"Love Island". Internauci krytykują wygląd Aleksandry. Dziewczyna ostro odpowiada: Co wam do tego? To jest moja sprawa

Zdjęcie, które pojawiło się na Instagramie Aleksandry Stręk, wywołało falę komentarzy. Była uczestniczka programu "Love Island" nie wytrzymała i postanowiła odpowiedzieć na zarzuty internautów.

Więcej informacji na temat byłych uczestników programu "Love Island" przeczytasz na stronie Gazeta.pl

Aleksandra Stręk wraz z partnerem dotarli do finału czwartej edycji popularnego programu randkowego. Wszystko wskazuje na to, że łączące ich uczucie przetrwało próbę czasu, ponieważ w mediach społecznościowych często pokazują się razem i dzielą się z fanami ciekawostkami z życia prywatnego. Niedawno na Instagramie Oli rozpętała się burza w komentarzach, a wszystko za sprawą zdjęcia, które pojawiło się na profilu dziewczyny.

Zobacz wideo "Love Island". Pokazaliśmy Adrianowi stare zdjęcia Oli przed zabiegami. "Jeżeli to nie byłby mój kompleks, to bym zostawiła"

Aleksandry Stręk w ogniu krytyki internautów: Chyba za mała ta góra na ciebie, zaraz pęknie

Aleksandra stara się utrzymywać dobry kontakt z obserwatorami, dlatego nie ukrywa, że w ostatnim czasie poddała się zabiegowi liftingu piersi. Dziewczyna wyznała, że najgorsze były pierwsze dni po operacji, ponieważ nie mogła wykonywać nawet najprostszych czynności. Powoli jednak wszystko wraca do normy i partnerka Adriana Wdowiaka coraz częściej ponownie pokazuje się w mediach społecznościowych. 

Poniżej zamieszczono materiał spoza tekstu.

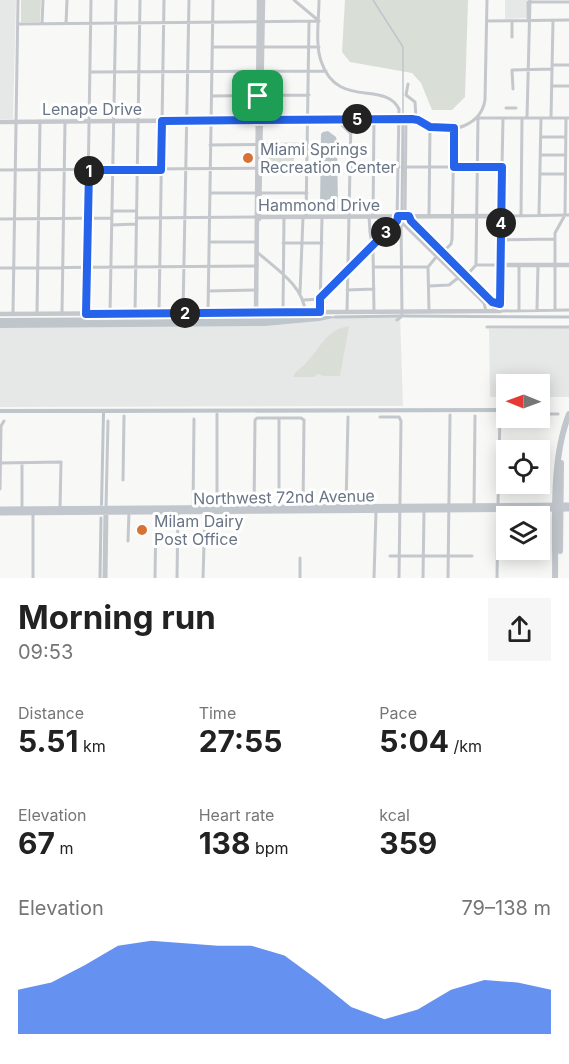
<!DOCTYPE html>
<meta charset="utf-8">
<style>
body{margin:0;font-family:Inter,sans-serif;background:#f6f6f6;color:#222;height:100vh;display:flex;flex-direction:column;font-size:22px;white-space:nowrap}
*{box-sizing:border-box;margin:0}
p{font-size:20px;color:#767676}
.icon{flex:none;width:33px;height:33px;fill:none;stroke:currentColor;stroke-width:2;stroke-linecap:round;stroke-linejoin:round}
.map{position:relative;height:578px;overflow:hidden}
.details{display:flex;flex-direction:column;background:#fff;flex:1}
.details>*{flex:none}
.needle{width:39px;rotate:271deg}
.tools{position:absolute;left:496px;top:374px;display:grid;gap:12px}
.tools a{display:grid;place-items:center;width:54px;height:54px;border-radius:0px;background:#fff;box-shadow:0 3px 15px #0003;font-size:30px}
.pin{position:absolute;display:grid;place-items:center;width:51px;height:51px;color:#fff;margin:-26px;border-radius:12px;box-shadow:0 3px 9px #0006}
.km{position:absolute;width:30px;height:30px;margin:-15px;border-radius:50%;background:#222;color:#fff;font-size:16px;line-height:30px;text-align:center}
.round{display:grid;place-items:center;flex:none;width:63px;height:63px;border-radius:0px;background:#f6f6f6}
.headline{display:flex;align-items:center;justify-content:space-between;height:102px;padding:0 18px}
h1{font-size:33px;font-weight:700;line-height:45px}
.stats{display:grid;grid-template-columns:repeat(3,1fr);gap:9px;height:102px;padding:6px 18px}
.stats div{display:grid;align-content:center}
.stats b{font-size:30px;font-weight:700}
.stats small{font-size:16px;font-weight:400}
.stats p{font-size:16px}
.chart{height:168px;padding:12px 18px}
.chart p{display:flex;justify-content:space-between}
.chart svg{width:100%;height:108px;margin-top:6px;fill:#2563eb;opacity:.7}
.map>svg:first-child{display:block}
.built{fill:#e6e7e7}
.green{fill:#d9dfd7}
.water{fill:#bec6cc}
.lines{fill:none;stroke-linecap:round;stroke-linejoin:round}
.stream{stroke:#bec6cc;stroke-width:1.5}
.canal{stroke:#bec6cc;stroke-width:3}
.minor{stroke:#c4c7cb;stroke-width:3}
.tertiary{stroke:#c4c7cb;stroke-width:4.5}
.secondary{stroke:#c2c7cd;stroke-width:5}
.primary{stroke:#c2c7cd;stroke-width:6}
.route-casing{stroke:#fff;stroke-width:12}
.route{stroke:#2563eb;stroke-width:8}
.poi-dot{fill:#d87136;stroke:#fff;stroke-width:2}
.labels{text-anchor:middle;dominant-baseline:central;stroke-width:6;stroke-linejoin:round;paint-order:stroke}
.street-label{font-size:16px;fill:#697585;stroke:#fff}
.poi-label{font-size:16px;fill:#697585;stroke:#fff;text-anchor:start}
</style>
<div class="map">
<svg width="569" height="578" viewBox="0 0 569 578">
<rect width="100%" height="100%" fill="#f8f8f6"/>
<path class="built" d="M0,0H16L13,119H0Z
M505,0H527L526,18L505,19Z
M400,316L403,406L0,407V326Z
M569,328V397H540V384H507V397H490L489,329Z"/>
<path class="green" d="M21,0H41L40,22H21Z
M345,0H468L465,97L452,110H432L421,83L412,73L350,62L342,52Z
M263,146H305V151H294V166H263Z
M349,326L340,376H324L318,374L314,377H293C296,370 302,368 306,363C321,348 325,330 349,326Z"/>
<path class="water" d="M328,131L336,137L337,142L338,209L334,212L323,211L320,207L321,134L323,132Z
M330,316L338,317L319,321L265,326L0,328V318Z
M507,408V412L105,413L103,505L100,506L102,413H0V409Z"/>
<g class="lines">
<path class="stream" d="M373,0L403,47V117"/>
<path class="canal" d="M402,215L403,121
M404,218L495,309
M404,316L569,317
M335,317L400,316
M100,578L101,518"/>
<path class="minor" d="M294,0L319,21
M319,0C319,19 315,43 321,61C337,110 385,80 399,109L397,221
M528,2H569
M528,2V19
M487,21L569,20
M18,24L319,21
M42,24L43,0
M66,24L67,0
M512,37V21
M213,47H319
M553,65H569
M91,72L326,71
M408,84L406,95L415,102L416,119
M553,86H569
M513,89L512,70L552,69
M212,96L309,95
M506,108H516
M503,118L501,216L569,215
M527,118L530,0
M551,118L553,21
M336,119L351,134
M259,120L412,119C419,119 422,124 429,126C452,135 481,125 485,100L487,0
M541,137H566
M210,145L308,144
M540,155H566
M406,167H502
M350,168L399,167
M0,170L307,168
M540,174H565
M210,193H307
M112,211H136
M521,215L522,118
M539,215L541,118
M369,216L370,232L373,250L374,311
M373,216L374,119
M405,216L406,119
M409,216L411,221L492,302L500,304
M429,216L430,127
M306,217L309,22
M136,218L256,217
M0,219L112,218
M112,225L136,224
M501,240L555,239
M209,242H257
M283,243H322
M257,252C275,268 304,286 305,312
M443,252L451,244L452,239L454,128
M476,265H501
M374,267H428L437,256
M428,267L429,311
M0,268L257,266
M466,276L476,265L478,118H569
M429,286L449,285L458,278
M347,290L374,289
M208,291L257,290
M300,293L303,217
M304,300L320,299L399,220L484,303L486,311
M519,310V266
M537,310L538,265
M555,310V233L565,215L566,118
M283,311L284,217
M320,311L322,217
M500,311L569,310
M347,312L351,119
M13,313L18,0
M86,313L91,0
M110,313L116,0
M135,313L140,0
M159,313L164,0
M183,313L189,0
M208,313L213,0
M37,314L40,121
M62,314L65,122
M397,320L402,316L401,220
M487,327H569
M217,414V507
M540,414H558
M380,417H399L401,421L399,578
M0,463L61,462L60,508
M123,480L124,416
M0,489L1,426L4,421
M498,504L500,414H507
M346,506L348,417
M193,507L194,419
M279,507V418
M474,507L475,416
M106,508L108,421
M22,509V463
M254,509L255,420L257,418H301L304,420L303,506
M128,541L129,512
M390,556H472
M33,578V514
M155,578L156,513
M177,578L178,512
M203,578L205,512
M300,578V558
M374,578L376,511
M423,578L424,511
M448,578L450,415
M497,578L498,511"/>
<path class="tertiary" d="M0,122L258,120
M259,219L263,0
M501,265H569
M256,312L259,0
M0,314L500,311L501,216L256,217"/>
<path class="secondary" d="M0,509L569,505
M0,513L569,509
M105,578L106,510"/>
<path class="primary" d="M560,551L561,463
M555,578C556,527 550,462 569,414"/>
</g>
<g class="lines">
<g class="route-casing">
<path id="route" d="M258,96H262L261,120L412,119L418,120L430,127L454,128V167H502L500,304L492,302L411,221L409,216H398L397,221L320,298V312L86,314L89,170H161L162,121L258,120Z"/>
</g>
<use href="#route" class="route"/>
</g>
<g class="poi-dot">
<circle cx="248" cy="158" r="6"/>
<circle cx="142" cy="530" r="6"/>
</g>
<g class="labels">
<g class="street-label">
<text x="92" y="109">Lenape Drive</text>
<text x="319" y="205">Hammond Drive</text>
<text transform="translate(284 497) rotate(-1)">Northwest 72nd Avenue</text>
</g>
<g class="poi-label">
<text x="260" y="149">Miami Springs<tspan x="260" dy="18">Recreation Center</tspan></text>
<text x="154" y="521">Milam Dairy<tspan x="154" dy="18">Post Office</tspan></text>
</g>
</g>
</svg>
<div class="tools">
<a><svg class="needle" viewBox="-14 -14 28 28"><path d="M0-13l5 13h-10z" fill="#e53935"/><path d="M0 13l5-13h-10z" fill="#767676"/></svg></a>
<a><svg class="icon" aria-label="locate" viewBox="0 0 24 24"><circle cx="12" cy="12" r="6"/><path d="M12 2v4M12 18v4M2 12h4M18 12h4"/></svg></a>
<a><svg class="icon" aria-label="layers" viewBox="0 0 24 24"><path d="M12 4l9 5-9 5-9-5zM3 14l9 5 9-5"/></svg></a>
</div>
<div class="pin" style="left:258px;top:96px;background:#1e9e55"><svg class="icon" aria-label="arrive" viewBox="0 0 24 24"><path d="M6 21V4h12l-3 4 3 4H6"/></svg></div>
<b class="km" style="left:89px;top:171px">1</b>
<b class="km" style="left:185px;top:313px">2</b>
<b class="km" style="left:386px;top:232px">3</b>
<b class="km" style="left:501px;top:223px">4</b>
<b class="km" style="left:357px;top:119px">5</b>
</div>
<section class="details">
<div class="headline"><div><h1>Morning run</h1><p>09:53</p></div><a class="round"><svg class="icon" aria-label="share" viewBox="0 0 24 24"><path d="M12 15V3M7 8l5-5 5 5M5 13v7h14v-7"/></svg></a></div>
<div class="stats">
<div><p>Distance</p><b>5.51<small> km</small></b></div>
<div><p>Time</p><b>27:55</b></div>
<div><p>Pace</p><b>5:04<small> /km</small></b></div>
</div>
<div class="stats">
<div><p>Elevation</p><b>67<small> m</small></b></div>
<div><p>Heart rate</p><b>138<small> bpm</small></b></div>
<div><p>kcal</p><b>359</b></div>
</div>
<div class="chart"><p><span>Elevation</span>79–138 m</p>
<svg viewBox="0 0 160 44" preserveAspectRatio="none"><path d="M0 44V26L10 23L20 16L30 8L40 6L50 7L60 8L70 8L80 12L90 22L100 33L110 38L120 34L130 26L140 22L150 23L160 26V44z"/></svg>
</div>
</section>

Ostatnio Ola opublikowała zdjęcie w sportowych ubraniach. Internauci zwrócili jednak uwagę na mocno podkreślony biust. W komentarzach pod postem pojawiło się dużo krytycznych uwag skierowanych stronę byłej uczestniczki "Love Island".

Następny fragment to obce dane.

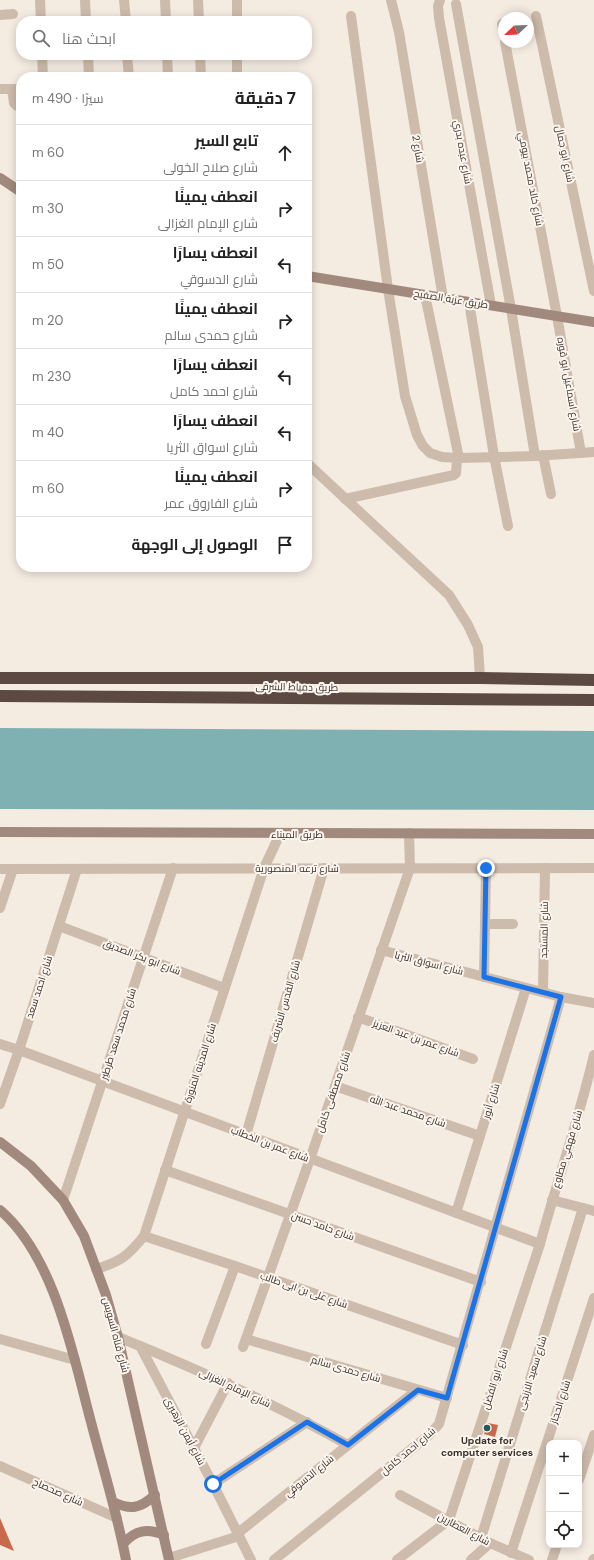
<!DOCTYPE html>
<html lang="ar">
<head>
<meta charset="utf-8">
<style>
  :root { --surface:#fff; --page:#f6f6f6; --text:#222; --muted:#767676; --line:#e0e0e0 }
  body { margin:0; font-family:"DM Sans",Cairo,sans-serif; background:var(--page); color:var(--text); direction:rtl }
  .controls { position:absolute; right:12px; bottom:12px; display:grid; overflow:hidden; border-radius:8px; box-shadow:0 2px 10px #0003 }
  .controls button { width:36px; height:36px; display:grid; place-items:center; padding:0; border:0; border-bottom:1px solid var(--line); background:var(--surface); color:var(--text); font:20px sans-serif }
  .compass { position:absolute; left:498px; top:12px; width:36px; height:36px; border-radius:50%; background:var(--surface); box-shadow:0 2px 10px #0003; rotate:247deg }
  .stop { position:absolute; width:12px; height:12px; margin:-9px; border:3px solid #1a73e8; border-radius:50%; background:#fff }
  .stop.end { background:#1a73e8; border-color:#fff; box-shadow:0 1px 4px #0008 }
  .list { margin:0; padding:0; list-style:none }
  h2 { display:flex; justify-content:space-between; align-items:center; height:52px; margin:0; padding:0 16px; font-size:17px }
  h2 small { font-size:13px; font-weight:400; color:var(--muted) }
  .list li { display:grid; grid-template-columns:26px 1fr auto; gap:12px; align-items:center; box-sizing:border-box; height:56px; padding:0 16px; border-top:1px solid var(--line) }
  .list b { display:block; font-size:15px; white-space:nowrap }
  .list p { margin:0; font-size:13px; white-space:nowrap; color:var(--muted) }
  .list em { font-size:13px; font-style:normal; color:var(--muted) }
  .icon { flex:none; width:22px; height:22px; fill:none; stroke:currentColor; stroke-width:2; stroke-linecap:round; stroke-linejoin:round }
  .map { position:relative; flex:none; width:594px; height:1560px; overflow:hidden; direction:ltr }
  .search { position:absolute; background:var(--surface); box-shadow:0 2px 10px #0003; left:16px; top:16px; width:296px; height:44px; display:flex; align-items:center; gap:10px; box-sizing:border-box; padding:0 14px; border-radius:16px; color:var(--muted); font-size:15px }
  .panel { position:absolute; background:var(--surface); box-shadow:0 2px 10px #0003; left:16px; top:72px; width:296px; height:500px; border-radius:16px; direction:rtl }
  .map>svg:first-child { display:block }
  .water { fill:#7fb0b2 }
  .building { fill:#c8694b }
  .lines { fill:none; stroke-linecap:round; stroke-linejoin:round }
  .street { stroke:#cdbbac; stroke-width:10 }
  .secondary { stroke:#a18a7d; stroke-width:10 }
  .highway { stroke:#5c4a42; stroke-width:12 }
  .route { stroke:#1a73e8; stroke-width:5 }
  .poi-dot { fill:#1f5a5e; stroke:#fbf5ee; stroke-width:1.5 }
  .labels { text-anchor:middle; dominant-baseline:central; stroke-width:4; stroke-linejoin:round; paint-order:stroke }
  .street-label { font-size:10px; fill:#3b302b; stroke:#fbf5ee }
  .poi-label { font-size:10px; font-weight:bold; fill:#3b302b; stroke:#fbf5ee }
</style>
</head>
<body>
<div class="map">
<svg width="594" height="1560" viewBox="0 0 594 1560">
  <rect width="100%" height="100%" fill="#f4ebe1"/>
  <path class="water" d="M0,728L594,731V810L0,809Z"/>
  <g class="building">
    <path d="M488,1423L498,1425L495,1437L484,1434Z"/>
    <path d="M0,1518L14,1551L0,1545Z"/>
  </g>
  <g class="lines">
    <g class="street">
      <path d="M40,0L41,21"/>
      <path d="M85,0L86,21"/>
      <path d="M124,0L126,21"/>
      <path d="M165,0L166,21"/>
      <path d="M198,0L199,21"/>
      <path d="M237,0V21"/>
      <path d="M391,0L399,32L443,298"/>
      <path d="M440,0L438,6L439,18L491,305"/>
      <path d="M456,4L511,309L535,456"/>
      <path d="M0,15L13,14"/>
      <path d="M351,16L388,289L405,396L417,435L423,446L430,453L442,457L459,458L535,456L594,452"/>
      <path d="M536,16L594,291"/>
      <path d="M502,24L504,34"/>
      <path d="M505,42L557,316L581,453"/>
      <path d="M42,55L43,77"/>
      <path d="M88,55L89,77"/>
      <path d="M127,55L129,77"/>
      <path d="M167,55L168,77"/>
      <path d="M200,55L201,77"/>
      <path d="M237,55V77"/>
      <path d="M0,89H21"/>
      <path d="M12,89L14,103L17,106L21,107"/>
      <path d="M469,302L494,456L508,526"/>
      <path d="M543,455L551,494"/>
      <path d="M307,463L449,595L468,625L478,647L480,678"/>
      <path d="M345,499L454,475L456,473L457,460L459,458L425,295"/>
      <path d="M0,869L594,868"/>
      <path d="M0,908L13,869"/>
      <path d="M485,924H513"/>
      <path d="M59,926L224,988"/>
      <path d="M381,950L561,997L594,1003"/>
      <path d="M484,977L486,868"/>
      <path d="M543,992L545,868"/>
      <path d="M358,1017L473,1059"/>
      <path d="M0,1044L19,1050L540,1244"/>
      <path d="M335,1086L480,1136"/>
      <path d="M0,1104L19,1050L77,869"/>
      <path d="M246,1135L324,868"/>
      <path d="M165,1170L481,1282"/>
      <path d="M63,1200L173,868"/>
      <path d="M552,1200L594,1211"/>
      <path d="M456,1213L526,988"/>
      <path d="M144,1236L235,1266L463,1345"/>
      <path d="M96,1269C120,1262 128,1256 144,1236L264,868L280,834"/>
      <path d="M118,1337C197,1369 274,1403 348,1445"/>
      <path d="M0,1339L75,1360"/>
      <path d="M246,1339L447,1398"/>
      <path d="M206,1344L235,1266"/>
      <path d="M140,1346L213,1484L251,1560"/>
      <path d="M243,1347L310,1159L410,868L409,833"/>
      <path d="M194,1448L228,1383"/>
      <path d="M0,1466L117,1518"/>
      <path d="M579,1480L594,1435"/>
      <path d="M213,1484L307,1422"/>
      <path d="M400,1495L490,1543L529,1560"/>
      <path d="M238,1533L417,1390"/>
      <path d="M481,1538L583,1208"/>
      <path d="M511,1553L594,1298"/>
      <path d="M169,1558L239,1536"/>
      <path d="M274,1560L429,1435L439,1424L561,997"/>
      <path d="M397,1560L449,1520L540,1244C557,1181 579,1119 594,1055"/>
      <path d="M471,1560L490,1543"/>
      <path d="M552,1560L557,1545"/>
      <path d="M593,1560L594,1559"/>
    </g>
    <g class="secondary">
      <path d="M0,178L21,192"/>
      <path d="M307,276L594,322"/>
      <path d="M0,832L594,834"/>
      <path d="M0,1142L31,1166L63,1200L84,1236L106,1295L118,1337L169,1560"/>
      <path d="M0,1210C55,1257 73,1355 91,1422C103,1468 117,1513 126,1560"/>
      <path d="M113,1502C130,1510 140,1509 155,1495"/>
      <path d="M123,1544C135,1530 147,1528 164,1535"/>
    </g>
    <g class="highway">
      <path d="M0,678H480L594,680"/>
      <path d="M0,696L594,700"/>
    </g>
  </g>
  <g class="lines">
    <path class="route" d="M213,1484L307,1422L348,1445L418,1390L447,1398L561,997L484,977L486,868"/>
  </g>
  <circle class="poi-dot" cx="487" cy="1428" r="4"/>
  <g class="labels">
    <g class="street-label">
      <text transform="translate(418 149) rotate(81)">شارع 2</text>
      <text transform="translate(463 152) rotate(80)">شارع عبده بدري</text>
      <text transform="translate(565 154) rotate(78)">شارع ابو جمال</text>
      <text transform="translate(531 179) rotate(79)">شارع خالد محمد بيومي</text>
      <text transform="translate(451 299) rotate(9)">طريق عزبة الصفيح</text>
      <text transform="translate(569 384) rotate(80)">شارع اسماعيل ابو قوره</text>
      <text transform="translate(297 687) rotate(1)">طريق دمياط الشرقى</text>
      <text x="297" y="834">طريق الميناء</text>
      <text x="297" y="868">شارع ترعه المنصورية</text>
      <text transform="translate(544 930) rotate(-89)">شارع المستجد</text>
      <text transform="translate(142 957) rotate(21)">شارع ابو بكر الصديق</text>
      <text transform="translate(429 963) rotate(14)">شارع اسواق الثريا</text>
      <text transform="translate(39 987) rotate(-72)">شارع احمد سعد</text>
      <text transform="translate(285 1001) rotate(-74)">شارع القدس الشريف</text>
      <text transform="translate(118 1034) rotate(-72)">شارع محمد سعد طرطير</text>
      <text transform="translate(416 1038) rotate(20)">شارع عمر بن عبد العزيز</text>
      <text transform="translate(200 1063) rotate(-72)">شارع المدينه المنورة</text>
      <text transform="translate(333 1092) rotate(-71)">شارع مصطفى كامل</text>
      <text transform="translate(491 1101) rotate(-73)">شارع أنور</text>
      <text transform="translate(408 1111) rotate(19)">شارع محمد عبد الله</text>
      <text transform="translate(270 1144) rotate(21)">شارع عمر بن الخطاب</text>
      <text transform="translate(567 1149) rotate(-73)">شارع فهمي مطاوع</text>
      <text transform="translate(323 1226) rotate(20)">شارع حامد حسن</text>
      <text transform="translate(304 1290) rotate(19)">شارع على بن ابى طالب</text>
      <text transform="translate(116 1335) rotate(75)">شارع قناه السويس</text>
      <text transform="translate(346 1369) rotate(16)">شارع حمدى سالم</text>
      <text transform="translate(532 1373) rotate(-73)">شارع سعيد الازنجى</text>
      <text transform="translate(495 1379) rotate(-72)">شارع ابو الفضل</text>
      <text transform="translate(235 1388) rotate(25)">شارع الإمام الغزالى</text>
      <text transform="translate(560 1402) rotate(-72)">شارع الحجاز</text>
      <text transform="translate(185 1431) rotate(62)">شارع أيمن الزهيرى</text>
      <text transform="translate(408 1451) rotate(-40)">شارع احمد كامل</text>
      <text transform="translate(309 1476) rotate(-39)">شارع الدسوقي</text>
      <text transform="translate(58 1492) rotate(24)">شارع صحصاح</text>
      <text transform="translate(464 1529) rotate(28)">شارع العطارين</text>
    </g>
    <g class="poi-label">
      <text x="487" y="1440">Update for<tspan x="487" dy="12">computer services</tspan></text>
    </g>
  </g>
</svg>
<div class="controls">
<button>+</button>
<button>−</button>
<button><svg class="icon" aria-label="locate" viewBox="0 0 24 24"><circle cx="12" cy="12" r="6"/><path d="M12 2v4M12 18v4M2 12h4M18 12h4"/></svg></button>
</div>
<svg class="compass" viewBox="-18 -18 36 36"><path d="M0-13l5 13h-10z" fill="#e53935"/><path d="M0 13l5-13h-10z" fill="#767676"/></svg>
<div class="stop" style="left:213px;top:1484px"></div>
<div class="stop end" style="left:486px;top:868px"></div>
<div class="search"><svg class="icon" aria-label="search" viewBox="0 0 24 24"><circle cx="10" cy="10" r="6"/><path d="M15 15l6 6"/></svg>ابحث هنا</div>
<section class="panel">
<h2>7 دقيقة<small>سيرًا · 490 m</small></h2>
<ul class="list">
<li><svg class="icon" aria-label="ahead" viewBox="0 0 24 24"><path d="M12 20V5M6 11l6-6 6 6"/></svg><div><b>تابع السير</b><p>شارع صلاح الخولى</p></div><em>60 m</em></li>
<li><svg class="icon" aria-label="right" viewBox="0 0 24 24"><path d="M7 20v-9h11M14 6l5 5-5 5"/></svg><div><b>انعطف يمينًا</b><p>شارع الإمام الغزالى</p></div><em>30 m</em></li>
<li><svg class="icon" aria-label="left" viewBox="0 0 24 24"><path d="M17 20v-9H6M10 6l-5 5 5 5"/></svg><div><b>انعطف يسارًا</b><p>شارع الدسوقي</p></div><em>50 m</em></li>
<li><svg class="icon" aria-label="right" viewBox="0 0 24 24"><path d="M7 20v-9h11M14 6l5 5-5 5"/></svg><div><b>انعطف يمينًا</b><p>شارع حمدى سالم</p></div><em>20 m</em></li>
<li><svg class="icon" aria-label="left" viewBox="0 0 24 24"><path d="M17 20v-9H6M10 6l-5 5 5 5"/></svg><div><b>انعطف يسارًا</b><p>شارع احمد كامل</p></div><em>230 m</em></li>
<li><svg class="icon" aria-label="left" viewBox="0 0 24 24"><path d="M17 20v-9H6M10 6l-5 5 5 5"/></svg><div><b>انعطف يسارًا</b><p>شارع اسواق الثريا</p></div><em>40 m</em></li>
<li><svg class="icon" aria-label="right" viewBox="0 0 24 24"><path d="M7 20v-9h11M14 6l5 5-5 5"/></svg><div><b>انعطف يمينًا</b><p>شارع الفاروق عمر</p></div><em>60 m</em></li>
<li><svg class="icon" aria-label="arrive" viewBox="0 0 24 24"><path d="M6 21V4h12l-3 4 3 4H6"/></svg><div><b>الوصول إلى الوجهة</b></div></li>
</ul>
</section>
</div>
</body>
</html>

Aleksandra, jesteś śliczna, ale miałaś już duże piersi w programie, czemu je jeszcze powiększyłaś? Za chwilę będziesz pomniejszać, bo kręgosłup nie wytrzyma.
Chyba za mała ta góra na ciebie, zaraz pęknie.
Tutaj ten lifting wygląda przesadnie - czytamy w komentarzach.

Dziewczyna najwyraźniej straciła cierpliwość i postanowiła odpowiedzieć na kąśliwe uwagi obserwatorów.

Żeby prowadzić Instagram, to trzeba mieć cierpliwość ze stali. Ja nie mogę zrozumieć tych kobiet, które tak bardzo przeżywają ciała innych. Naprawdę łapię się za głowę […]. Co wam do tego, że mam takie czy inne, to jest moja sprawa - odpowiedziała Aleksandra.

Dziewczyna postanowiła również wyjaśnić, że wbrew temu, co zarzucają jej internauci, nie powiększyła biustu, a dokonywała liftingu. Rozmiar nie uległ zmianie, aktualnie piersi wydają się większe, ponieważ jeszcze nie zeszła opuchlizna i na efekt trzeba poczekać kilka miesięcy.